Senin 25 Sep 2017 17:33 WIB

Irak: Referendum Kurdi tidak Mengikat Secara Hukum

Rep: FIRA NURSYAHBANI/ Red: Winda Destiana Putri
Pasukan Peshmerga Kurdi berkumpul sebelum memasuki Nawaran untuk melawan ISIS, sekitar 20 kilometer dari Mosul, Kamis, 20 Oktober 2016.
Foto: AP Photo/Marko Drobnjakovic
Pasukan Peshmerga Kurdi berkumpul sebelum memasuki Nawaran untuk melawan ISIS, sekitar 20 kilometer dari Mosul, Kamis, 20 Oktober 2016.

REPUBLIKA.CO.ID, BAGHDAD - Ketua Parlemen Irak, Salim al-Jubouri, mengatakan hasil referendum Kurdi yang akan memisahkan wilayah Kurdi di Irak utara, tidak akan mengikat secara hukum. Pemilih di daerah yang berada di bawah kendali Pemerintah Daerah Kurdistan (KRG), termasuk daerah yang diperebutkan di Baghdad dan Erbil, mulai memberikan suara pada Senin (25/9) dalam sebuah referendum kontroversial untuk kemerdekaan Kurdi.

"Kami ingin menjaga Kurdi di tanah air kami," ujar al-Jubouri dalam sebuah pernyataan.

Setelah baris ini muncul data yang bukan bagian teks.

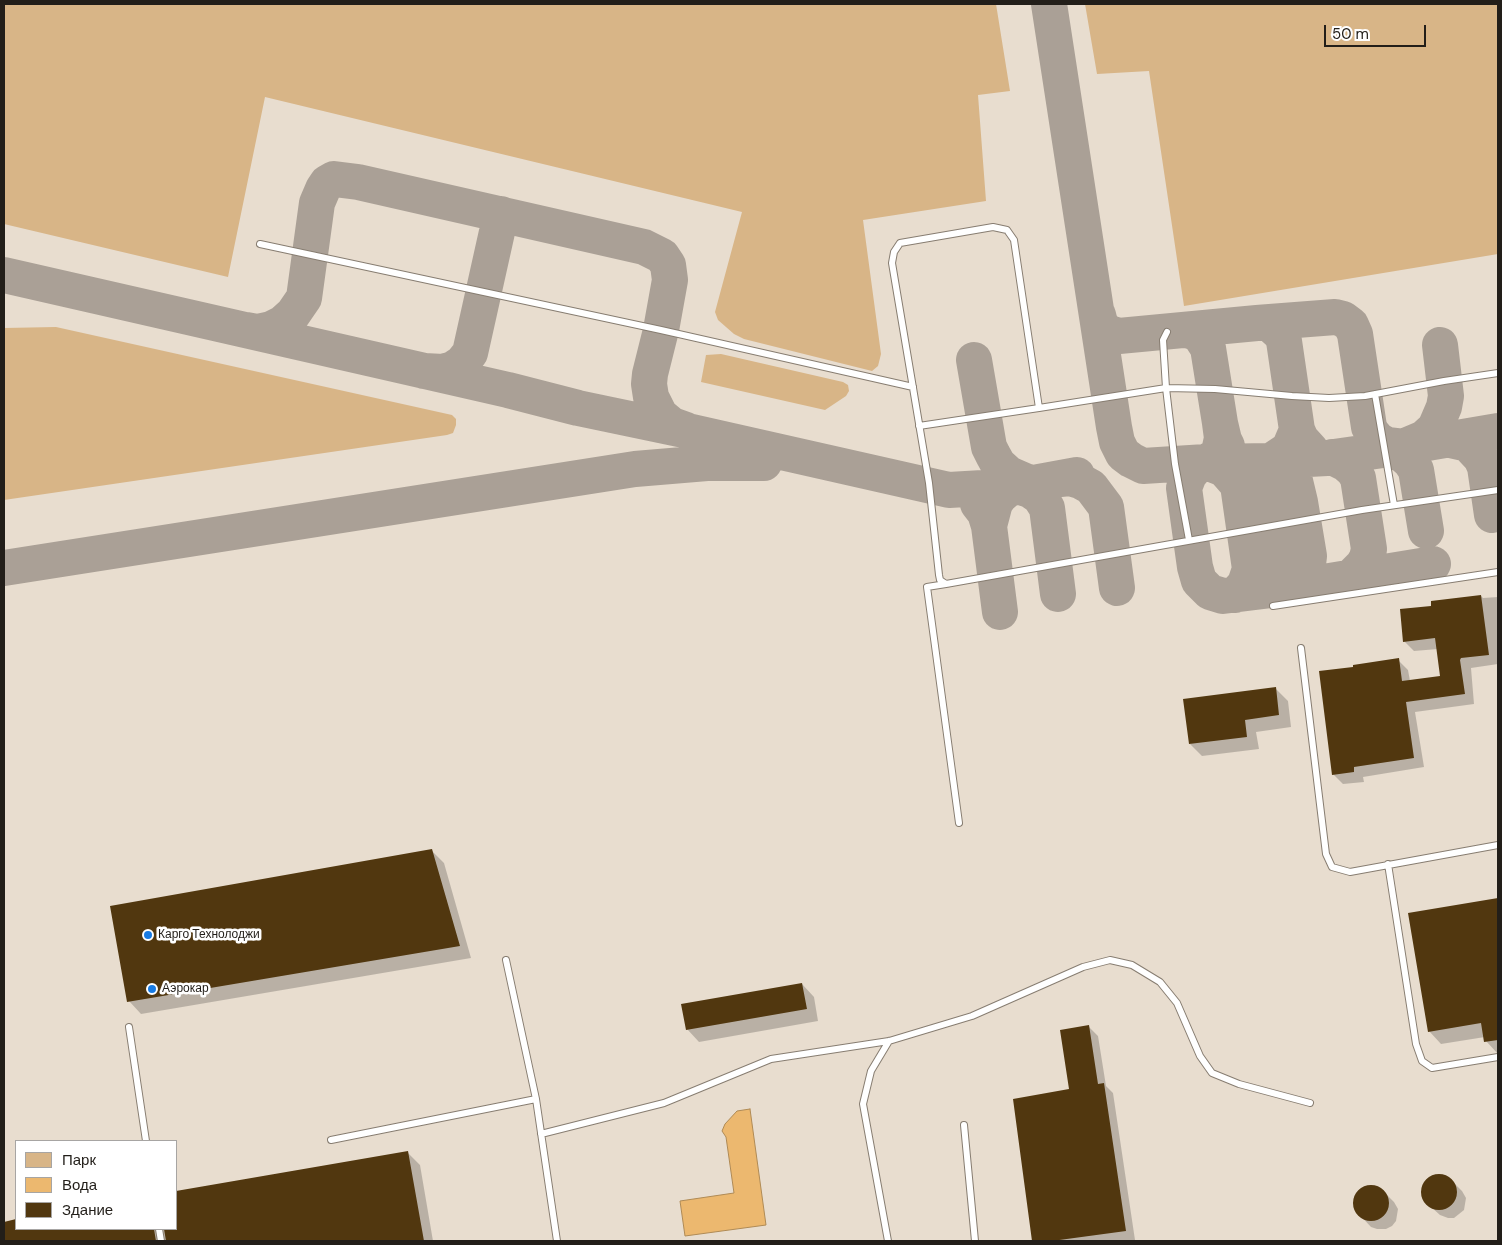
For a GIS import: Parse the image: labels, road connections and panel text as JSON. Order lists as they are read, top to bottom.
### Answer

"Persatuan Irak adalah perhatian utama kami dan kami tidak akan menyerah. Referendum akan mempengaruhi pemilihan yang akan datang dan akan menyeret negara dalam fase baru," tambah dia, dikutip Anadolu.

Irak, Turki, Iran, AS, dan PBB telah menentang jajak pendapat tersebut. Mereka mengatakan hal ini hanya akan mengalihkan perhatian dari perlawanan terhadap ISIS dan selanjutnya akan membuat kawasan menjadi tidak stabil.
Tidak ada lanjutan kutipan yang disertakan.